In 2013 Rik teamed up with labor singer/activist George Mann and completed what was for Rik, a lifelong dream, the recreation of the Almanac Singers 1941 National Union Hall Tour. The Original Almanac’s were made up of Pete Seeger, Woody Guthrie, Lee Hays and Mill Lampell. In the summer of 1941 they traveled across the country in a blue 1932 Buick spreading the gospel of unionism. The tour started in Pittsburg and traveled west to San Francisco playing at Union halls from coast to coast. After performing the last show for the Long Shore Workers, some of the members disbanded and went back east. Woody and Pete continued on, all through the Pacific Northwest playing in union halls all the way back to New York.
Rik had been fascinated with this tour since he was a teenager and had tried to launch the idea himself back in the 1980s but could not find the union support that he needed. After a visit to the Woody Guthrie Archives in 2006, he started thinking about how he could return to his dream of honoring the Almanacs. He heard about George Mann from a friend and they got together to play a few shows. While on tour Rik brought up his idea of a project that he had called “The Almanac Trail.” He showed George a letter he had received from Pete Seeger back in the early 1980s outlining the project. In Pete’s letter he wrote down as many of the places the Almanacs had played on that tour as he could remember. After reading Pete’s letter George suggested that with some of his union contacts he could help this get off the ground.
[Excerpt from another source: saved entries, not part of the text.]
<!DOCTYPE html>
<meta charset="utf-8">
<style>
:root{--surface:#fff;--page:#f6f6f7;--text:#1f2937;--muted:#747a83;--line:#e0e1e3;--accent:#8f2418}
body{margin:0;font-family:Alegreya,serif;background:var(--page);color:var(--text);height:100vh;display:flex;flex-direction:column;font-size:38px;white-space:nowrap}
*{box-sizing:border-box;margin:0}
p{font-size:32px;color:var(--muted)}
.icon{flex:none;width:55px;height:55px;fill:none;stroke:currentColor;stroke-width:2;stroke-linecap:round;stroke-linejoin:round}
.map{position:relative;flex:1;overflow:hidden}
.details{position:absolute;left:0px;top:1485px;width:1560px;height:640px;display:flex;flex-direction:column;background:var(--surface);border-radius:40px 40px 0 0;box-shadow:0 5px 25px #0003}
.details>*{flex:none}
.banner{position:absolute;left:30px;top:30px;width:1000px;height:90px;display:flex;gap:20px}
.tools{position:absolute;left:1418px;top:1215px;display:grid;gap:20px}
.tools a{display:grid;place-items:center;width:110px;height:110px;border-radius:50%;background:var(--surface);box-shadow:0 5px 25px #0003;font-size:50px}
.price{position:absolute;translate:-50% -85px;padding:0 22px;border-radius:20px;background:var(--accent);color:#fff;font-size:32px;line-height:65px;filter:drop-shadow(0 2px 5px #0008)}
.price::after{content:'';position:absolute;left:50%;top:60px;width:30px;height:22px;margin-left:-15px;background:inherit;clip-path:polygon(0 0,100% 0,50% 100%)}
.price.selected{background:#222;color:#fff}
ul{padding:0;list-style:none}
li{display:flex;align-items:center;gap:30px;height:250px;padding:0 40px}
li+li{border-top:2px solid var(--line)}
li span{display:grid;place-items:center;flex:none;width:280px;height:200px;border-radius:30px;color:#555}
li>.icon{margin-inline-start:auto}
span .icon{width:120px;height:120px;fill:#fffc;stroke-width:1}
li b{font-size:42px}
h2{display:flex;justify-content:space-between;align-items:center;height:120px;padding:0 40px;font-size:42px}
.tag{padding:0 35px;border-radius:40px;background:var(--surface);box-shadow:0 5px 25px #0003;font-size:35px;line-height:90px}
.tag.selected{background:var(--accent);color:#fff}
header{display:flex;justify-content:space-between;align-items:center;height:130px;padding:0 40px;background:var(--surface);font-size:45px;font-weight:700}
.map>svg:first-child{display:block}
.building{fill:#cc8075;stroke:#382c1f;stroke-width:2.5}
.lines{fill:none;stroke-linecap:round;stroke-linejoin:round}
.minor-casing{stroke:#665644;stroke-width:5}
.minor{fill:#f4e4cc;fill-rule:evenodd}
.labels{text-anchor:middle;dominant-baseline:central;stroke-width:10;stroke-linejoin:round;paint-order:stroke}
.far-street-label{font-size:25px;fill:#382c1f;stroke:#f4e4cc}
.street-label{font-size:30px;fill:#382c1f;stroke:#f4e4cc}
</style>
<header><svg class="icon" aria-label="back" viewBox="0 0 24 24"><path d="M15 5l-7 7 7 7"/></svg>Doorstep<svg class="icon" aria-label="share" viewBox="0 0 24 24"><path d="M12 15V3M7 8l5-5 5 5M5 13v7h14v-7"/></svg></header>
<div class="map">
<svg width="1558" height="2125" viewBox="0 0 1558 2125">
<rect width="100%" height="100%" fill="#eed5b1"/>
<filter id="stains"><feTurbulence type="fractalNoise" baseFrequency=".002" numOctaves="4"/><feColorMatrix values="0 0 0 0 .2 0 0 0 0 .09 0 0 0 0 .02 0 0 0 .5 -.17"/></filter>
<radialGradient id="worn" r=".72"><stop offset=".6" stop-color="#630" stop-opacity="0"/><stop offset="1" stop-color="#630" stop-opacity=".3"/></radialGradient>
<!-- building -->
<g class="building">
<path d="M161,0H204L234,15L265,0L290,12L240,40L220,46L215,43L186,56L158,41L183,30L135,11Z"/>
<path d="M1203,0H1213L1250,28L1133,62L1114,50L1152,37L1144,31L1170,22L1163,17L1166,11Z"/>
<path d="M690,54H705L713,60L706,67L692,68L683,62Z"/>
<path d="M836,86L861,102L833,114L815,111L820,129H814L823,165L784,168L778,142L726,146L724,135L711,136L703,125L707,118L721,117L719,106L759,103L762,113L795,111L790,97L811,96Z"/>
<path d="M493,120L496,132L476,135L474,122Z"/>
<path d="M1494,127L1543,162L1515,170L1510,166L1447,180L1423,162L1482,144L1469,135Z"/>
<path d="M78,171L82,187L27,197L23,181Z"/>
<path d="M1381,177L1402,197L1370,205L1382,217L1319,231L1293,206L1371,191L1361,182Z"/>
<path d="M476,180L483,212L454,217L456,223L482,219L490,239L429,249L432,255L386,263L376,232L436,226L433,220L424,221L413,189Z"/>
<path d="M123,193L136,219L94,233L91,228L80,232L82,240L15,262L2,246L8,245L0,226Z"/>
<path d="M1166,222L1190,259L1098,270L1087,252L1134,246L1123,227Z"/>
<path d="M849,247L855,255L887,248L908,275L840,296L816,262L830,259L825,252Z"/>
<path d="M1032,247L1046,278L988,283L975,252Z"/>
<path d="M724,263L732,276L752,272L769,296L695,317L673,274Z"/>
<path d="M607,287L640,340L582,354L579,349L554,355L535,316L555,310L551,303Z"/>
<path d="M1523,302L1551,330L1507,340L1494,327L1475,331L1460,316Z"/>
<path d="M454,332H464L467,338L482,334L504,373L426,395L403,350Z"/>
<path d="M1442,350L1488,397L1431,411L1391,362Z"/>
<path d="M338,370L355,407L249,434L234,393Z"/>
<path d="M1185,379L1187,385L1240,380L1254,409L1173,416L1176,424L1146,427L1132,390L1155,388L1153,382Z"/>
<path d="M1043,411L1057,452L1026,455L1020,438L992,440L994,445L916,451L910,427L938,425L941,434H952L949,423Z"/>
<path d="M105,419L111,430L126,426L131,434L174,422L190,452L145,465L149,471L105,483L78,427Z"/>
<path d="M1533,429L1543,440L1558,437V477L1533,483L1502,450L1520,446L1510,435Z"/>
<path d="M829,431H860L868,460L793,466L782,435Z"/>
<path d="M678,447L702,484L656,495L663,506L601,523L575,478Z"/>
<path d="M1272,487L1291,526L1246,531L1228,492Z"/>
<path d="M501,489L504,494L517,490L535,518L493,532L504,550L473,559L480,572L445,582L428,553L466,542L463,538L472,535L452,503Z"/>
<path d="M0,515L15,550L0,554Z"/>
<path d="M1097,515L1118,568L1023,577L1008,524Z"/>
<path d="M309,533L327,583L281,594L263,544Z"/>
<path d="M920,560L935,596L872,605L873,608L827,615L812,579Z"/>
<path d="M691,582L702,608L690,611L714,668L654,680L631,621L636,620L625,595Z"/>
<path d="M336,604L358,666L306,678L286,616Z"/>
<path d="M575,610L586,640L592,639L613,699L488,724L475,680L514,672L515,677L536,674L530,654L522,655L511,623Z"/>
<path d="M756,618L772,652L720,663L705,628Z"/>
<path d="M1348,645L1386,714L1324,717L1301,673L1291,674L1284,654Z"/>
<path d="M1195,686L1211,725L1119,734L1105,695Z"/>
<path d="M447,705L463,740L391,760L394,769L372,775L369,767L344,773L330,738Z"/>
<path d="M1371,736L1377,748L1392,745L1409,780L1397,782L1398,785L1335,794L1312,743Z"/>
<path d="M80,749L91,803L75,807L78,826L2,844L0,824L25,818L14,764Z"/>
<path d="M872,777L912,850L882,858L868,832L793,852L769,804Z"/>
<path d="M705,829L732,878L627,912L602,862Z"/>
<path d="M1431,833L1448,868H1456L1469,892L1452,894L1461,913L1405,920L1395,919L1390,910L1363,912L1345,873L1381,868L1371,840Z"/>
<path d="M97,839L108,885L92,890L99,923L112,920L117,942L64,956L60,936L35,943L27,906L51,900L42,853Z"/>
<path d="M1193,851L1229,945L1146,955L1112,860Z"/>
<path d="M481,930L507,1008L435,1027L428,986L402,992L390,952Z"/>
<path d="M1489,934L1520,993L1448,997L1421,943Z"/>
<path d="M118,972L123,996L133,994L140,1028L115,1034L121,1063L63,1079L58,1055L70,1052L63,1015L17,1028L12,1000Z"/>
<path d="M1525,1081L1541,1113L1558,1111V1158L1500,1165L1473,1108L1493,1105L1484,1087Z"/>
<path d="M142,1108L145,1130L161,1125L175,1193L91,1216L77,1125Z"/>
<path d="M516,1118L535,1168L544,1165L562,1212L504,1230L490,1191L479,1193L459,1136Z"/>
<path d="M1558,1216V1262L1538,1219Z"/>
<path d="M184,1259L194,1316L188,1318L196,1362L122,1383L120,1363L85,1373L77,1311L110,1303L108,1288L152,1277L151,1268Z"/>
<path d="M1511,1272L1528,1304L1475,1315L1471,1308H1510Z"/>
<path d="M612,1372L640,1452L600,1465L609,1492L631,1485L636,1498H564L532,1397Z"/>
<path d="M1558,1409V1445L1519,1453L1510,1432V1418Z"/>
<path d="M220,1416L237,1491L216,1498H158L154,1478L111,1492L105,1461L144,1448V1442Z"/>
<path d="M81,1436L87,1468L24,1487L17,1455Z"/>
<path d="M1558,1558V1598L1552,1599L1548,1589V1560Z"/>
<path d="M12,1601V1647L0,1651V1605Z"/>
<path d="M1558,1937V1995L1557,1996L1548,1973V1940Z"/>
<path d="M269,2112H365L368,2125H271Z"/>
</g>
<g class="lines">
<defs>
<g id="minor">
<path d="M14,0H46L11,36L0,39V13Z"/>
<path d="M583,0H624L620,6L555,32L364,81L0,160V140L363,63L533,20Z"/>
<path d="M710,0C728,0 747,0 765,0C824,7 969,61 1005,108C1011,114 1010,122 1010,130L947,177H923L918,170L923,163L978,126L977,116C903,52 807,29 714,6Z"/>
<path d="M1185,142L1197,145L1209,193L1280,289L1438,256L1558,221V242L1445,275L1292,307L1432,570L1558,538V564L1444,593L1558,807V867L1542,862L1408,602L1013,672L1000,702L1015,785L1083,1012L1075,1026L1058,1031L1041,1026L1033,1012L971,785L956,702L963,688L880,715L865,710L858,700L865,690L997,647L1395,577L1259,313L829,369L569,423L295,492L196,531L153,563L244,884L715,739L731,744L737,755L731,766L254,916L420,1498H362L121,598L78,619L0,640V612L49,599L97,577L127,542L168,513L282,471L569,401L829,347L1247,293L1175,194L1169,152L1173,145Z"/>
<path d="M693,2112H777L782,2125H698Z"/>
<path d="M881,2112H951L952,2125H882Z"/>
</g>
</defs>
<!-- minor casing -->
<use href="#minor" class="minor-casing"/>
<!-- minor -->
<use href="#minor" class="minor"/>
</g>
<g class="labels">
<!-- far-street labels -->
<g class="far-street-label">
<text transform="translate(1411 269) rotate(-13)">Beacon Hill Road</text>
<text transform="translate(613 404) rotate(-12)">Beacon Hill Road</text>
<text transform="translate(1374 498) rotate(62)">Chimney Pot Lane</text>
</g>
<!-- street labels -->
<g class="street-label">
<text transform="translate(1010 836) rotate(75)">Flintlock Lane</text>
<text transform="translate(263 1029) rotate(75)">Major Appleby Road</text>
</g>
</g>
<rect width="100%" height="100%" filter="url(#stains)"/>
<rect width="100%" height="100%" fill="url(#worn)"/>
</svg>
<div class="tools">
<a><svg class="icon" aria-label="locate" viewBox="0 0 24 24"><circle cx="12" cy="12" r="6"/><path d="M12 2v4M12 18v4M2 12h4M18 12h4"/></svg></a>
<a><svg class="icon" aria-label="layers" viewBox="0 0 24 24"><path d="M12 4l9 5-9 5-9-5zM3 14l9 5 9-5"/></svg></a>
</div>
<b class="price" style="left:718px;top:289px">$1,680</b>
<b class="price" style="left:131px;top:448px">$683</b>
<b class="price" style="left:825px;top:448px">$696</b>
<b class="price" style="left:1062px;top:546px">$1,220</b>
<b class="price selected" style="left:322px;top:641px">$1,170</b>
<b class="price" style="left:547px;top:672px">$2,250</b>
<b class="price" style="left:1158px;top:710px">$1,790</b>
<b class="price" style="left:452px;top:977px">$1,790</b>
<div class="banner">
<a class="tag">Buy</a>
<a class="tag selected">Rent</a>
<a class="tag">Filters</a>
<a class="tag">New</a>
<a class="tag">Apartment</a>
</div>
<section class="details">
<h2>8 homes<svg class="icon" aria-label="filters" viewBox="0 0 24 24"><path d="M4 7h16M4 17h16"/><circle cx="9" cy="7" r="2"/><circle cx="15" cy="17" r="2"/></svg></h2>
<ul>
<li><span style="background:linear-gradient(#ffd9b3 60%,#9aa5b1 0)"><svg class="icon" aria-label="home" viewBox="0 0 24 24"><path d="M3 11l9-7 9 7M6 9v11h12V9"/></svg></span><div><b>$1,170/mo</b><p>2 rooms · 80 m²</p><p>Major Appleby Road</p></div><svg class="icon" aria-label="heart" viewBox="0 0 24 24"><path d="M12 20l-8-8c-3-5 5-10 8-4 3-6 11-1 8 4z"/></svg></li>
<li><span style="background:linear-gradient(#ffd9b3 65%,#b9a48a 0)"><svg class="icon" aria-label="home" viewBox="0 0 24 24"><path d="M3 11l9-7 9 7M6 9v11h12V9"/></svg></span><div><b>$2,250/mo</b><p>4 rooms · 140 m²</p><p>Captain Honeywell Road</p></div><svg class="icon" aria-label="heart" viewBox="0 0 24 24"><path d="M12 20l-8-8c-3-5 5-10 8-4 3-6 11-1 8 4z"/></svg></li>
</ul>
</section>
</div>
Now that the dream was becoming a reality Rik interviewed Pete Seeger and did some research at the Woody Guthrie Archives and collected as much information as he could, about the Almanacs. George and Rik called together a batch of friends including Guy Davis, Dom Flemons, Ann Feenie and others, and recorded an album that they called “The Almanac Trail.” The album included some of Rik’s interviews with Pete Seeger to help tell the story. In early July 2013, Rik and George drove over 9000 miles across the USA and back in a rented Ford Focus. They played to Union audiences following the route of the 1941 Almanac Singers tour, completing the dream (see the links page for the full story).
In 2014 after Pete Seeger’s death, Rik took part in many tributes to Pete, including Seeger Fest, a three day festival honoring Pete’s memory organized by his grandson Katama Jackson . Seeger Fest included a performance at Lincoln Center Out of Doors and featured: Judy Collins, Peter Yarow, Fred Hellerman (of The Weavers) Dar Williams, Holly Near, Harry Belafonte and many of Pete’s long time friends. Later that summer Rik participated in and performed at the IPRA (International Peace Research Conference) in Istanbul Turkey presenting a paper on his mentors Pete and Toshi (Pete’s wife) Seeger and their lifelong commitment to peace.